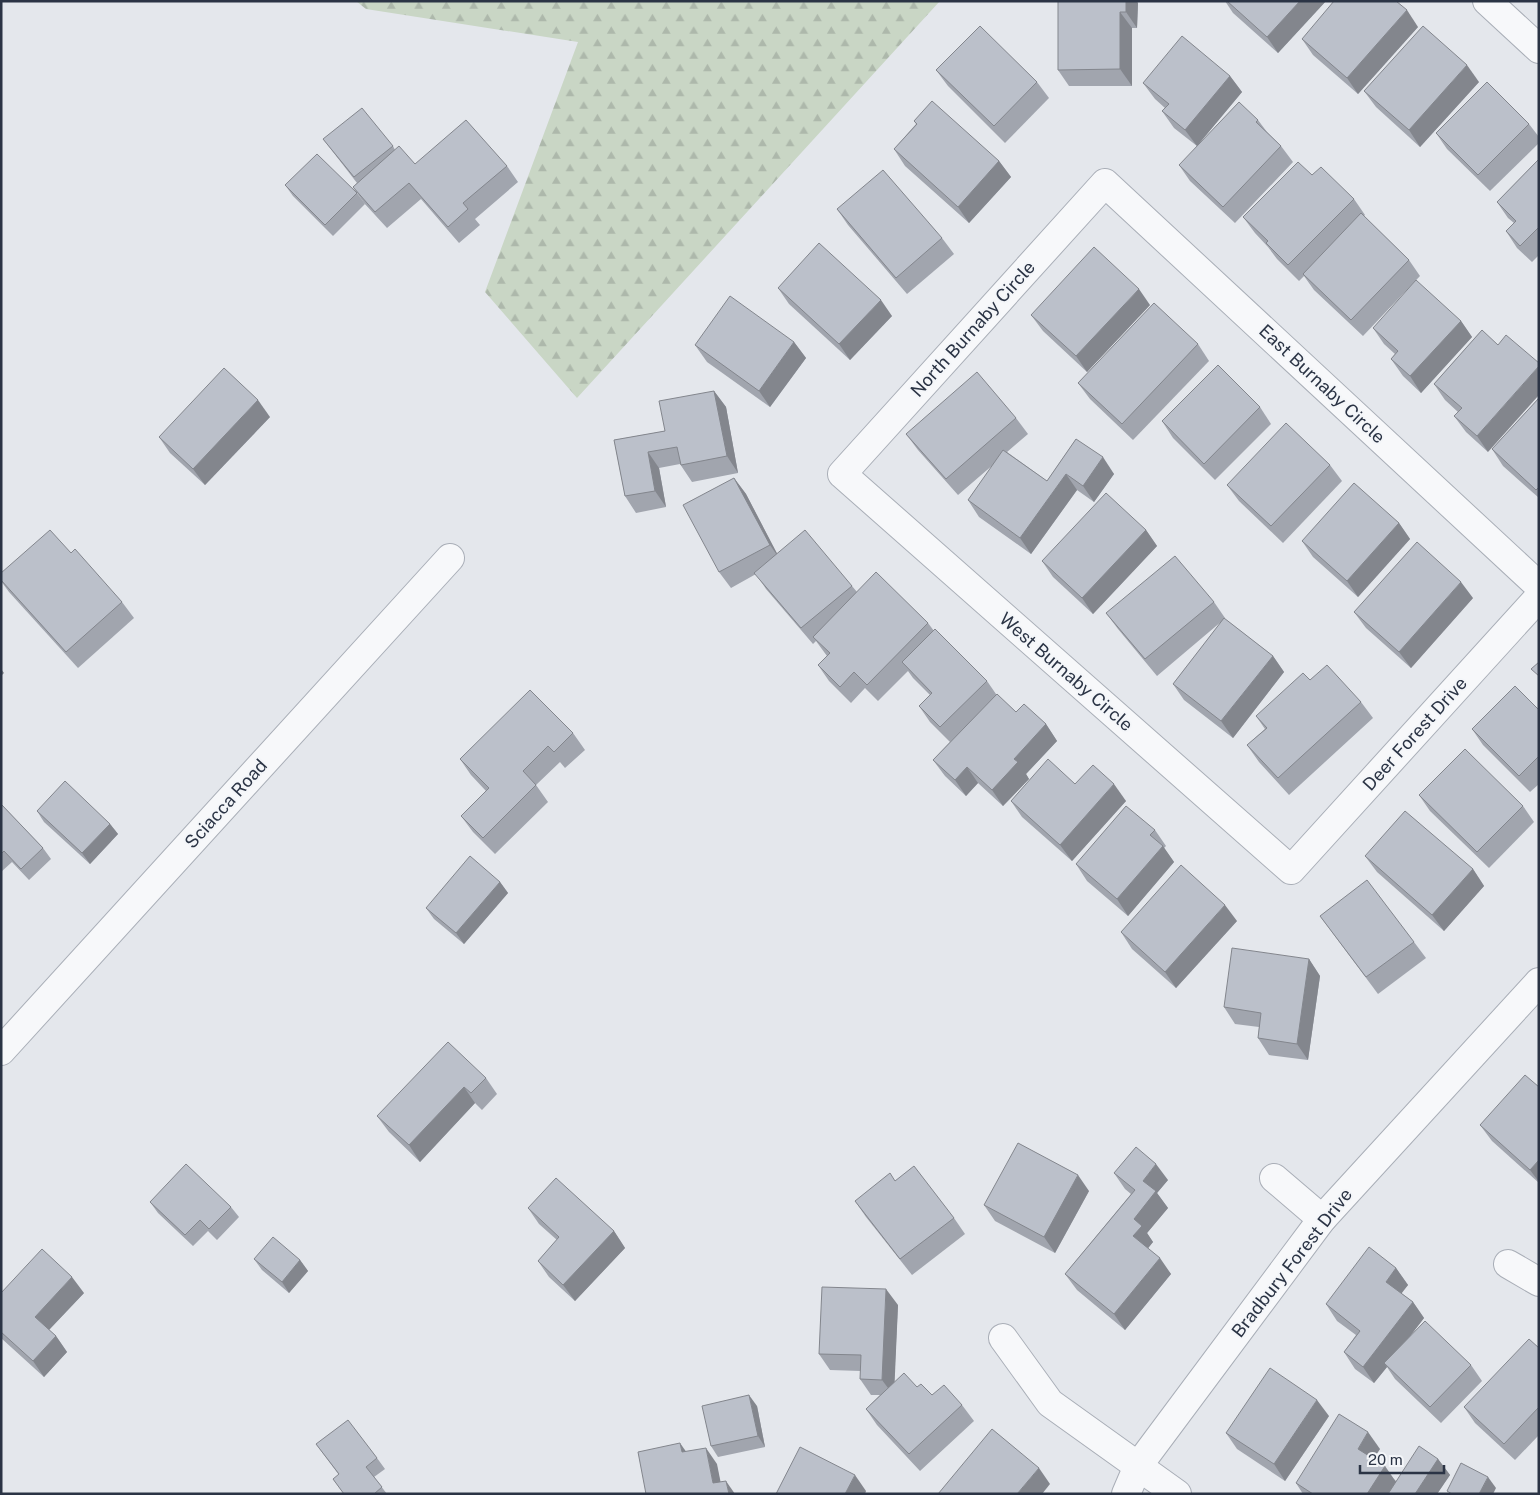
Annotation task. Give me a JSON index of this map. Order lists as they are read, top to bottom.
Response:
{
  "streets": {
    "street": [
      "North Burnaby Circle",
      "East Burnaby Circle",
      "West Burnaby Circle",
      "Deer Forest Drive",
      "Sciacca Road",
      "Bradbury Forest Drive"
    ]
  },
  "crossings": [
    ["North Burnaby Circle", "East Burnaby Circle"],
    ["North Burnaby Circle", "West Burnaby Circle"],
    ["West Burnaby Circle", "Deer Forest Drive"]
  ],
  "scale_bar": "20 m"
}
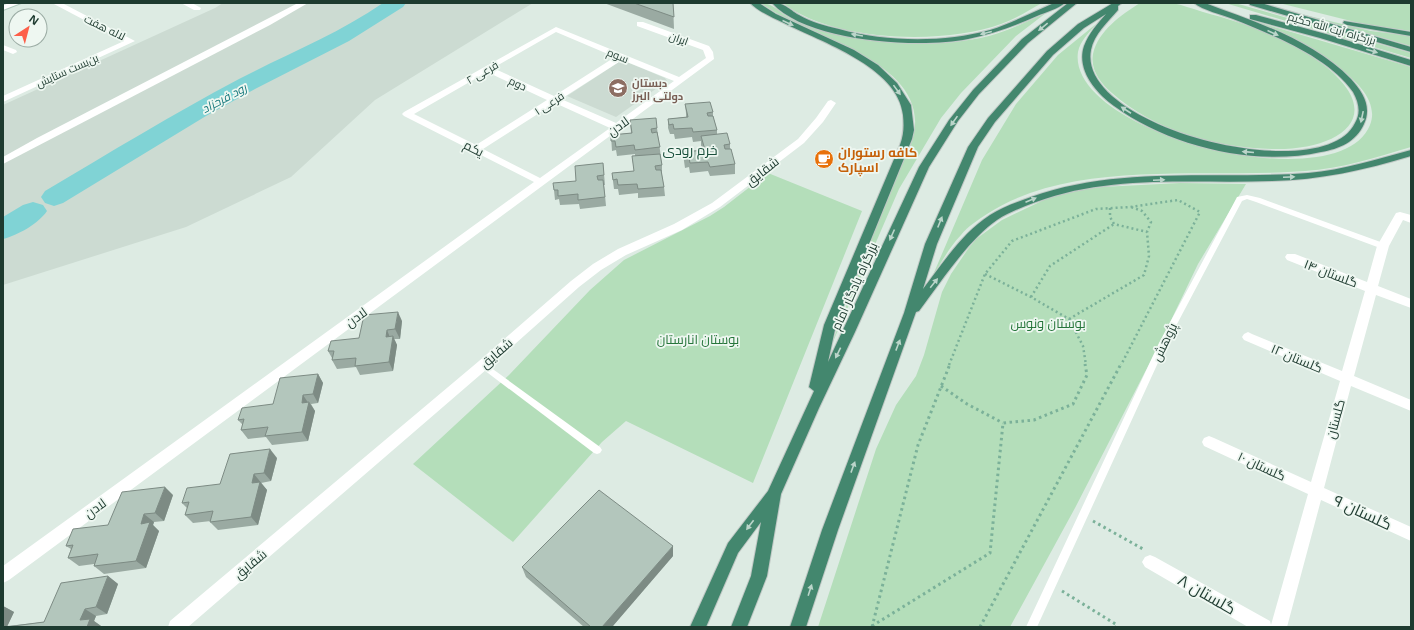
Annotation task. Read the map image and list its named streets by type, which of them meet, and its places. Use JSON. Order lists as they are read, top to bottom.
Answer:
{
  "streets": {
    "highway": ["بزرگراه آیت الله حکیم", "بزرگراه یادگار امام"],
    "street": [
      "لاله هفت",
      "ایران",
      "سوم",
      "بن‌بست ستایش",
      "فرعی ۲",
      "دوم",
      "فرعی ۱",
      "لادن",
      "یکم",
      "شقایق",
      "گلستان ۱۴",
      "گلستان ۱۲",
      "گلستان",
      "گلستان ۱۰",
      "گلستان ۹",
      "گلستان ۸"
    ],
    "lane": ["پژوهش"]
  },
  "crossings": [
    ["لاله هفت", "بن‌بست ستایش"],
    ["ایران", "لادن"],
    ["سوم", "فرعی ۲"],
    ["سوم", "فرعی ۱"],
    ["سوم", "لادن"],
    ["فرعی ۲", "دوم"],
    ["فرعی ۲", "یکم"],
    ["دوم", "فرعی ۱"],
    ["دوم", "لادن"],
    ["فرعی ۱", "یکم"],
    ["لادن", "یکم"],
    ["گلستان ۱۴", "گلستان"],
    ["پژوهش", "گلستان"],
    ["گلستان ۱۲", "گلستان"],
    ["گلستان", "گلستان ۱۰"],
    ["گلستان", "گلستان ۹"],
    ["گلستان ۱۰", "گلستان ۹"]
  ],
  "districts": ["خرم رودی"],
  "water": ["رود فرحزاد"],
  "parks": ["بوستان ونوس", "بوستان انارستان"],
  "places": {
    "school or university": ["دبستان دولتی البرز"],
    "cafe": ["کافه رستوران اسپارک"]
  },
  "north": "top right"
}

---

| DIRECTIONS FOR THIS TASK |
Return every line shown above without changing a word, and skip the pictures.

| SOLUTION TO THIS PROBLEM |
Annotation task. Give me a JSON index of this map. Order lists as they are read, top to bottom.
Response:
{
  "streets": {
    "street": [
      "North Burnaby Circle",
      "East Burnaby Circle",
      "West Burnaby Circle",
      "Deer Forest Drive",
      "Sciacca Road",
      "Bradbury Forest Drive"
    ]
  },
  "crossings": [
    ["North Burnaby Circle", "East Burnaby Circle"],
    ["North Burnaby Circle", "West Burnaby Circle"],
    ["West Burnaby Circle", "Deer Forest Drive"]
  ],
  "scale_bar": "20 m"
}
Annotation task. Read the map image and list its named streets by type, which of them meet, and its places. Use JSON. Order lists as they are read, top to bottom.
Answer:
{
  "streets": {
    "highway": ["بزرگراه آیت الله حکیم", "بزرگراه یادگار امام"],
    "street": [
      "لاله هفت",
      "ایران",
      "سوم",
      "بن‌بست ستایش",
      "فرعی ۲",
      "دوم",
      "فرعی ۱",
      "لادن",
      "یکم",
      "شقایق",
      "گلستان ۱۴",
      "گلستان ۱۲",
      "گلستان",
      "گلستان ۱۰",
      "گلستان ۹",
      "گلستان ۸"
    ],
    "lane": ["پژوهش"]
  },
  "crossings": [
    ["لاله هفت", "بن‌بست ستایش"],
    ["ایران", "لادن"],
    ["سوم", "فرعی ۲"],
    ["سوم", "فرعی ۱"],
    ["سوم", "لادن"],
    ["فرعی ۲", "دوم"],
    ["فرعی ۲", "یکم"],
    ["دوم", "فرعی ۱"],
    ["دوم", "لادن"],
    ["فرعی ۱", "یکم"],
    ["لادن", "یکم"],
    ["گلستان ۱۴", "گلستان"],
    ["پژوهش", "گلستان"],
    ["گلستان ۱۲", "گلستان"],
    ["گلستان", "گلستان ۱۰"],
    ["گلستان", "گلستان ۹"],
    ["گلستان ۱۰", "گلستان ۹"]
  ],
  "districts": ["خرم رودی"],
  "water": ["رود فرحزاد"],
  "parks": ["بوستان ونوس", "بوستان انارستان"],
  "places": {
    "school or university": ["دبستان دولتی البرز"],
    "cafe": ["کافه رستوران اسپارک"]
  },
  "north": "top right"
}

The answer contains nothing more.